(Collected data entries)
______________________________

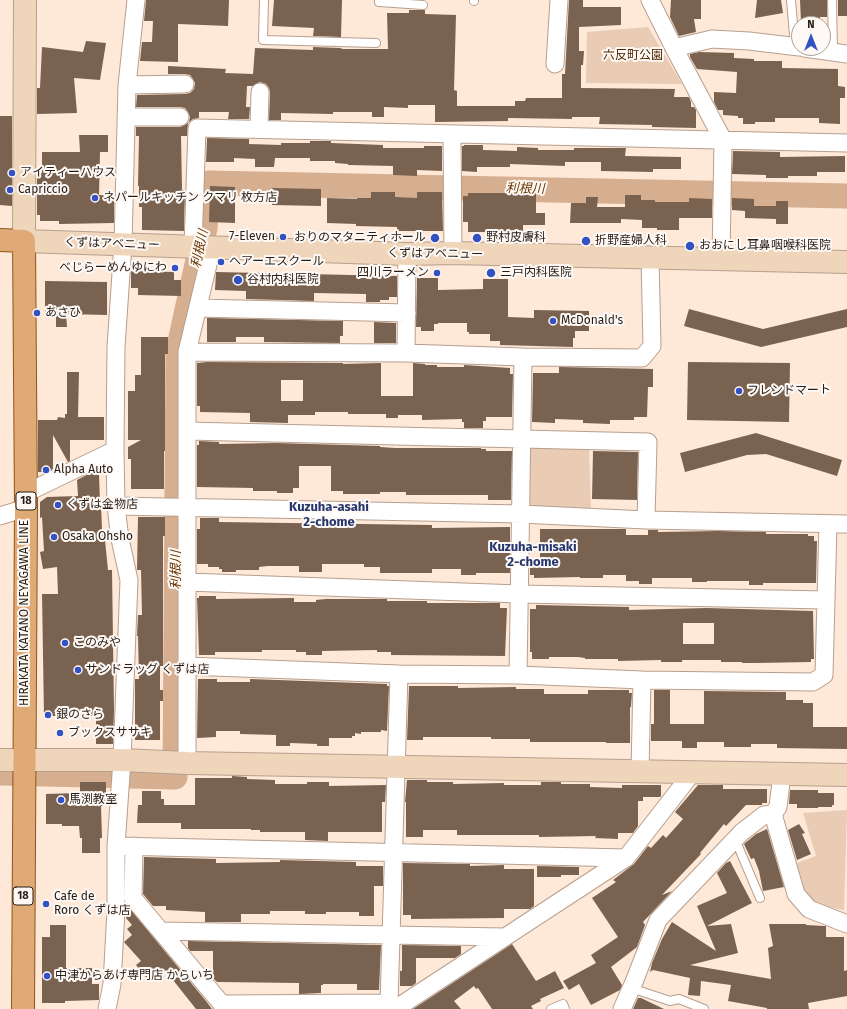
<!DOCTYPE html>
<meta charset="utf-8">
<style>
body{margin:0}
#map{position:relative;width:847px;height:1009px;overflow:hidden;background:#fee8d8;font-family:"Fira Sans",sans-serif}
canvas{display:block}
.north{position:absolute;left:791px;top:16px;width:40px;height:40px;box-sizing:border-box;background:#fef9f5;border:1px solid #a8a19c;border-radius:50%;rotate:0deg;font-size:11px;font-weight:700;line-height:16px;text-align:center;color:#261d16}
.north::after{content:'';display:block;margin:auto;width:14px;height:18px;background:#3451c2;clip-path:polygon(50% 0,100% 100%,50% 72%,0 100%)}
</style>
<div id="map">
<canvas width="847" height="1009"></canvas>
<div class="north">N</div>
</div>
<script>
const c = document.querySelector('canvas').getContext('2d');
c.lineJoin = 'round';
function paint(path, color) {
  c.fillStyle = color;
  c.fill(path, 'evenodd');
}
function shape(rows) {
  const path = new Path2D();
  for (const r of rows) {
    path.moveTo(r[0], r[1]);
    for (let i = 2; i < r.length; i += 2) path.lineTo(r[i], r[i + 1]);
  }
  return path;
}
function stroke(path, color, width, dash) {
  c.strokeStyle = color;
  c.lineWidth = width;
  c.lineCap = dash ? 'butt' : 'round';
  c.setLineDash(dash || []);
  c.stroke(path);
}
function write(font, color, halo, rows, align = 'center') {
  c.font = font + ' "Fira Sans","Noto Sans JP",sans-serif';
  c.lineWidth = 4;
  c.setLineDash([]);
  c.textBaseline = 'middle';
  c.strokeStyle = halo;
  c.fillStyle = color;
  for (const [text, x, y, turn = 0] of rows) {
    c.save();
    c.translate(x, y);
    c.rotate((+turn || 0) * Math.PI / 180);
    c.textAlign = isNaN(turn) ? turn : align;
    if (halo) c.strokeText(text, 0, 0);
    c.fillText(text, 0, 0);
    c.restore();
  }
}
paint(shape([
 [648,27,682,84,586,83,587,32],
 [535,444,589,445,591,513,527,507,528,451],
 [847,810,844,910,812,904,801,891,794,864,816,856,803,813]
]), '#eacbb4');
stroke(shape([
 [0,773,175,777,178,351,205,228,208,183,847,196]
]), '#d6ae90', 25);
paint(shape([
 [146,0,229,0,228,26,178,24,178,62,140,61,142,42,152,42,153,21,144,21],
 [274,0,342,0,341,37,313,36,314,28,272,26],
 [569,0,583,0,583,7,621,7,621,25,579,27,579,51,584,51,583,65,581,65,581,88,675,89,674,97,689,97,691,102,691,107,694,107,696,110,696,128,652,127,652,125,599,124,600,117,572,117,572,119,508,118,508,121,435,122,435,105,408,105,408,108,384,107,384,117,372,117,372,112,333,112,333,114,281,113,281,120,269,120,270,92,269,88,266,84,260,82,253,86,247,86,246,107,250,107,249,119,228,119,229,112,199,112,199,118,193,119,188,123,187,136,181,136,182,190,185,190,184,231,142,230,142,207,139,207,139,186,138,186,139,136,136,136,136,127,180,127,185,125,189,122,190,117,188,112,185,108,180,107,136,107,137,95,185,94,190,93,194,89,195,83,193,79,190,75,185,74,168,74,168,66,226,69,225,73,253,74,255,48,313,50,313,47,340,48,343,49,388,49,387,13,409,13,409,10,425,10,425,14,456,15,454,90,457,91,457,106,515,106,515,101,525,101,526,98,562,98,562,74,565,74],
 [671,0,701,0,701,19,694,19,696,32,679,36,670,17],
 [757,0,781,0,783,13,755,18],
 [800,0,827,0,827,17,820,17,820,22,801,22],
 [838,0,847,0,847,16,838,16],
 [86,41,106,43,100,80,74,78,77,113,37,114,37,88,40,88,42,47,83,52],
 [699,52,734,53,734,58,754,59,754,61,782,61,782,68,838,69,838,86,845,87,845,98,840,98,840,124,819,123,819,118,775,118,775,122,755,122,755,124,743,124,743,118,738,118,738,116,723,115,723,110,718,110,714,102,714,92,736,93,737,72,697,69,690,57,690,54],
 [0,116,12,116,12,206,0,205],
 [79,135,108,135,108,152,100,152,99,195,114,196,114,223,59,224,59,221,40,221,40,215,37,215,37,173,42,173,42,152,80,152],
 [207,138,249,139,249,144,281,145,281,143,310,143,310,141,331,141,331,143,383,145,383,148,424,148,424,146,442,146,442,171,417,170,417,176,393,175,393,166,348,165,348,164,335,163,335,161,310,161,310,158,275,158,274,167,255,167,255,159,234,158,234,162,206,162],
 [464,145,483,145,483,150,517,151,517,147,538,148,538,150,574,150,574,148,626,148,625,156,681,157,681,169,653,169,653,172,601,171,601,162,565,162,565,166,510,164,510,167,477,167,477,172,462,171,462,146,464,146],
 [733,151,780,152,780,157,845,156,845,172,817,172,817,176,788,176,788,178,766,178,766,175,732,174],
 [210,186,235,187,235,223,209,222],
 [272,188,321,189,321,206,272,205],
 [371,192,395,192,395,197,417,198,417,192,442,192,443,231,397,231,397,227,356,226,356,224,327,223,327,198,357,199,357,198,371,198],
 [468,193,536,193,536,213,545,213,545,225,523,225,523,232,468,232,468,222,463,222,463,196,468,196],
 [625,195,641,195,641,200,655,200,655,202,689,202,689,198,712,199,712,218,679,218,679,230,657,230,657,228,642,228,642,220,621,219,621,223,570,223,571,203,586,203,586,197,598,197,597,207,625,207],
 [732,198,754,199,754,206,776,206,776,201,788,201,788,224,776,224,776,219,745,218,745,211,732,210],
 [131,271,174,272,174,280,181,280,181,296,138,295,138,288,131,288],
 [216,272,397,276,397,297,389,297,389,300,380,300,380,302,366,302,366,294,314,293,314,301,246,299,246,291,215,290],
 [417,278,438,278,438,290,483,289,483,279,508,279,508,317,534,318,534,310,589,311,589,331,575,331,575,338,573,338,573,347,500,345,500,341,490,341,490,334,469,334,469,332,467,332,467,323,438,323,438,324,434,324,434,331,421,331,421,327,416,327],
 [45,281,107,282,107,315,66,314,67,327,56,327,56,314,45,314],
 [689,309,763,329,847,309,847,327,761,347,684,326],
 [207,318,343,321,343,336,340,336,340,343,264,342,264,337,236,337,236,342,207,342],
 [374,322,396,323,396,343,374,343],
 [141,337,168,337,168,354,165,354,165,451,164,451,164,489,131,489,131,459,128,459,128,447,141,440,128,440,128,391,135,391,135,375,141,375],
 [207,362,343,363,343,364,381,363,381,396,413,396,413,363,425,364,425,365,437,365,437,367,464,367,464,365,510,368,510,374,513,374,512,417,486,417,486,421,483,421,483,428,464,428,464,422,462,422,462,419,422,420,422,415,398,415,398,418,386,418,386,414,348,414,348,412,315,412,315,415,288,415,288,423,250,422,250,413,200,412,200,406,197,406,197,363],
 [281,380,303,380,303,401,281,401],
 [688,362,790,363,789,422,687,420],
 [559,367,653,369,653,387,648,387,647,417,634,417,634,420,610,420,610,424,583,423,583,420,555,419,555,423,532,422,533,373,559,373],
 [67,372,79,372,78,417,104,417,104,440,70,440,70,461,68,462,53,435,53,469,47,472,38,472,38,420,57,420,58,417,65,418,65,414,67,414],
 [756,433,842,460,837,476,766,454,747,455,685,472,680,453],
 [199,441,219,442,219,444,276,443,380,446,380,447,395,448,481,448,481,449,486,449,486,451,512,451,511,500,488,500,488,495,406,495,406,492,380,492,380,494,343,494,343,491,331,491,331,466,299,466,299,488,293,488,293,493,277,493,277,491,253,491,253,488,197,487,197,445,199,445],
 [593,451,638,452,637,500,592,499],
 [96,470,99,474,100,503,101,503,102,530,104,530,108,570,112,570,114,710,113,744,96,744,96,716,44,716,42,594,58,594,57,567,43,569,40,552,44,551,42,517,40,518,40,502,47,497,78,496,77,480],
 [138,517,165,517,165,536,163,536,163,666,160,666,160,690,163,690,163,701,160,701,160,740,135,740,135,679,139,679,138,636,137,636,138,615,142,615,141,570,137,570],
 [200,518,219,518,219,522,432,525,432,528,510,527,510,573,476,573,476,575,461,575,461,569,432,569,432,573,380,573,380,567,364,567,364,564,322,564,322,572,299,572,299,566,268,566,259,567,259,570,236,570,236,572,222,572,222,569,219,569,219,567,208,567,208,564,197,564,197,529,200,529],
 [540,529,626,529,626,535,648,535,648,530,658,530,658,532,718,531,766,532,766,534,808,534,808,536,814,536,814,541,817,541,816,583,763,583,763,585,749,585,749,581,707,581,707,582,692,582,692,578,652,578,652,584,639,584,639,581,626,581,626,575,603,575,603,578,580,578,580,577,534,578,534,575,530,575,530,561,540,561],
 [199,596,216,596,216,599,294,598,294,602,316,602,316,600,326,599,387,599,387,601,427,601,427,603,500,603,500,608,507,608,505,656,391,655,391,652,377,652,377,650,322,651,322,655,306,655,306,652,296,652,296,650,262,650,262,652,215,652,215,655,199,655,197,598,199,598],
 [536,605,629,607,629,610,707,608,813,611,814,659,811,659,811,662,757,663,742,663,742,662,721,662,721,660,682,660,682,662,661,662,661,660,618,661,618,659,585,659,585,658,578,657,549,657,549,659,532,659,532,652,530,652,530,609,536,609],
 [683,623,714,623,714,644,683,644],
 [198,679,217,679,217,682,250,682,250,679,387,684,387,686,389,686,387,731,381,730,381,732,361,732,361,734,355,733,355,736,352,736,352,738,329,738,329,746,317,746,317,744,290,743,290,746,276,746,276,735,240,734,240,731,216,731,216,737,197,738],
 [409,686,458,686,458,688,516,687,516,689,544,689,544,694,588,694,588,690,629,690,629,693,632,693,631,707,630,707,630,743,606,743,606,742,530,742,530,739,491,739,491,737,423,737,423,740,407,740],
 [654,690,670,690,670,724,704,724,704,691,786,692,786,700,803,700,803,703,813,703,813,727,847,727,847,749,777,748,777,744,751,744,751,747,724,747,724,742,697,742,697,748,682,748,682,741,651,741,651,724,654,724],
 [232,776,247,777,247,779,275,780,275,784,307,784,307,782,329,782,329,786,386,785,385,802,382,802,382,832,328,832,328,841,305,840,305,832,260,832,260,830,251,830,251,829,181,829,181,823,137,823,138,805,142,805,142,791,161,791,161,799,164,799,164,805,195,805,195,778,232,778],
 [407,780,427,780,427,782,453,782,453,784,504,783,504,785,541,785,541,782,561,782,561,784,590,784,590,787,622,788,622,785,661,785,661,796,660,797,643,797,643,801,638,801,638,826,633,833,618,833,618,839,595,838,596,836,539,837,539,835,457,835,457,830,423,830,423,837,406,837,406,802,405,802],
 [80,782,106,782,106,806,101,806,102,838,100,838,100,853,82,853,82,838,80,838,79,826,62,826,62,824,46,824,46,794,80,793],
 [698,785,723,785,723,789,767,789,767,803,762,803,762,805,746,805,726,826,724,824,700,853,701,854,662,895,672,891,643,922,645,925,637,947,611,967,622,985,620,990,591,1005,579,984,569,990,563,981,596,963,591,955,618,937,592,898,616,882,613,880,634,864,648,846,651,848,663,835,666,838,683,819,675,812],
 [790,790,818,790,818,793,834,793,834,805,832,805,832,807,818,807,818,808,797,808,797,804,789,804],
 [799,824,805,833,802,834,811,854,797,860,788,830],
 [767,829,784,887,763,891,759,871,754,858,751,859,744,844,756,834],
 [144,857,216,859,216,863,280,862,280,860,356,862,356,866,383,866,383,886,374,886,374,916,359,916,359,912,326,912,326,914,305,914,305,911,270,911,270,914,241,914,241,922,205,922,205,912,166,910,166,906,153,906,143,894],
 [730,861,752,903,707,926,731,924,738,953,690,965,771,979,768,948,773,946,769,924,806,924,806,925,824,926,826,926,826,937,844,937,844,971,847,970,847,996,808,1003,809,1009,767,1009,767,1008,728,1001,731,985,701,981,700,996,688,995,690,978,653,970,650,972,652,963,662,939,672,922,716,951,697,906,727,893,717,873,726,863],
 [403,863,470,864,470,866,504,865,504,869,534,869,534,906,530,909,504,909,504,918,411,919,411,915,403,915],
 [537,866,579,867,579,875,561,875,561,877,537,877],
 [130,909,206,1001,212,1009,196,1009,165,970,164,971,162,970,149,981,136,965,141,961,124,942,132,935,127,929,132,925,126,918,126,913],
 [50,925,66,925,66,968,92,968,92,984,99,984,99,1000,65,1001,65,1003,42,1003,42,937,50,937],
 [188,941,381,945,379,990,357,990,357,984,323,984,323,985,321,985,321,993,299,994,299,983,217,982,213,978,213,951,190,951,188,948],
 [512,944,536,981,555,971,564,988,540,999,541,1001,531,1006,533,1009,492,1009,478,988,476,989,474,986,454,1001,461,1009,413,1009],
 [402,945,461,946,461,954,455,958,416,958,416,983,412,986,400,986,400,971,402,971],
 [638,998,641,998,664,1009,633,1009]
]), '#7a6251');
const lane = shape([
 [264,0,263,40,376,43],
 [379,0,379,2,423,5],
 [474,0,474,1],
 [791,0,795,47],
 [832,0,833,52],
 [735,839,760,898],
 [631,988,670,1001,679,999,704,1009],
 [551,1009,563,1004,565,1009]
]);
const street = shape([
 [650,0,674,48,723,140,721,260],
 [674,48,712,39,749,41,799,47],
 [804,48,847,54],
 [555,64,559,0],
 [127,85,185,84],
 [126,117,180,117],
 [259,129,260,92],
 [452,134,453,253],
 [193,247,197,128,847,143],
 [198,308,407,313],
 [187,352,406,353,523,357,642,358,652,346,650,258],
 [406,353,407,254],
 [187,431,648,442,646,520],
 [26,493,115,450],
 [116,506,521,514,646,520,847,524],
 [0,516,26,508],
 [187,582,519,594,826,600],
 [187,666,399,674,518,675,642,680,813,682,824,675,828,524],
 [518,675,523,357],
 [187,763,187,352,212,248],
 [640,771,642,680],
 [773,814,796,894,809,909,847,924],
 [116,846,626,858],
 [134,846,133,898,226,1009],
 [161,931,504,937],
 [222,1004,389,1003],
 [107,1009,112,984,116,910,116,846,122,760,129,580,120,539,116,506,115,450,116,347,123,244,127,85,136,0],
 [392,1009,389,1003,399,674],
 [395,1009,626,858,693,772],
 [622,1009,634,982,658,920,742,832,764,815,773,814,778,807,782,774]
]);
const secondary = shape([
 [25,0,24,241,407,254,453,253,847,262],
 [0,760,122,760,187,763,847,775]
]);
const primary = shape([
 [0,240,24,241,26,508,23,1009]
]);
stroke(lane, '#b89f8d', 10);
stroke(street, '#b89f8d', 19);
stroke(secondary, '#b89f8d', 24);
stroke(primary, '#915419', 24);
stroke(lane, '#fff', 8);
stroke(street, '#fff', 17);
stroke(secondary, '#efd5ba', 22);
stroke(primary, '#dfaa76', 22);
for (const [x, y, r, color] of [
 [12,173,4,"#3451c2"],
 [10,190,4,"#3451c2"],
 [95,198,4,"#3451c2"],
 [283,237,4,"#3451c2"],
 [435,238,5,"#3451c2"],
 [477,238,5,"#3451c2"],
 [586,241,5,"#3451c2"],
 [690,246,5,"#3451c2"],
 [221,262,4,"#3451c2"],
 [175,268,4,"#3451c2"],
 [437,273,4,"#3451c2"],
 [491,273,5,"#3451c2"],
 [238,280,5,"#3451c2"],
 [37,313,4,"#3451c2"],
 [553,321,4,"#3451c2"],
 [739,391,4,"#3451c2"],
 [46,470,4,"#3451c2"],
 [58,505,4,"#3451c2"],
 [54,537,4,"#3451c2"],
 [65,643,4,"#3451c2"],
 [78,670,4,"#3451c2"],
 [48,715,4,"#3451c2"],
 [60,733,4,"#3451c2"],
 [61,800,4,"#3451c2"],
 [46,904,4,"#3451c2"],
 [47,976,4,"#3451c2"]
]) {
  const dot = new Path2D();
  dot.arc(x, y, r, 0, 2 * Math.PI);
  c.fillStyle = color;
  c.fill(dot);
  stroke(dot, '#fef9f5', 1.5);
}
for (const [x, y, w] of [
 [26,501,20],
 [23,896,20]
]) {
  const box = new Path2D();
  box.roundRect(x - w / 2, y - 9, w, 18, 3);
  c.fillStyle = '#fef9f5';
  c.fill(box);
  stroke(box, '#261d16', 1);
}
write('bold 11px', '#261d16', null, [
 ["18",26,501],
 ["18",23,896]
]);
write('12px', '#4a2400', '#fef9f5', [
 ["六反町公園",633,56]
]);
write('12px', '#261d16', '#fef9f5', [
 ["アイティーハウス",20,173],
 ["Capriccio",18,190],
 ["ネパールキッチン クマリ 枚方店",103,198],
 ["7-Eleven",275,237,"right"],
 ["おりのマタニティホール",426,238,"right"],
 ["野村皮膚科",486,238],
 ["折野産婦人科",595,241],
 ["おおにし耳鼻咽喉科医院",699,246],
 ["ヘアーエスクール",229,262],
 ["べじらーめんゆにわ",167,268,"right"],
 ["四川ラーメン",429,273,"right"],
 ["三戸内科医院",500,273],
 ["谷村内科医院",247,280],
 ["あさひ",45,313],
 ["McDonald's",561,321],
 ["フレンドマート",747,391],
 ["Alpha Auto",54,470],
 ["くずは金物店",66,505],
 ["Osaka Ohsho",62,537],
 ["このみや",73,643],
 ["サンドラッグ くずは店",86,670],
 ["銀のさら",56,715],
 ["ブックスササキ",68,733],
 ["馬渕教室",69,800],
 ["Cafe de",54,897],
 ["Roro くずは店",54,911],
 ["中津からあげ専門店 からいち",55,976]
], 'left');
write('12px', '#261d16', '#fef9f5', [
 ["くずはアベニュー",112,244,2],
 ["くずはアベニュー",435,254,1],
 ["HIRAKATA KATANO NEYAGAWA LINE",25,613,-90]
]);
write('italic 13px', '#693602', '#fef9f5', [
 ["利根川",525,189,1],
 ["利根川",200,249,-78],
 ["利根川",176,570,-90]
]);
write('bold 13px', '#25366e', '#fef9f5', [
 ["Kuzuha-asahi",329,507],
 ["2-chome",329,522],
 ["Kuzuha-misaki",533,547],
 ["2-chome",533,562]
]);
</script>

______________________________

*THE PROBLEM*: A single number is needed: the count of lines in the records that include "rotate".

*OUTPUT FOR THIS EXERCISE*: 2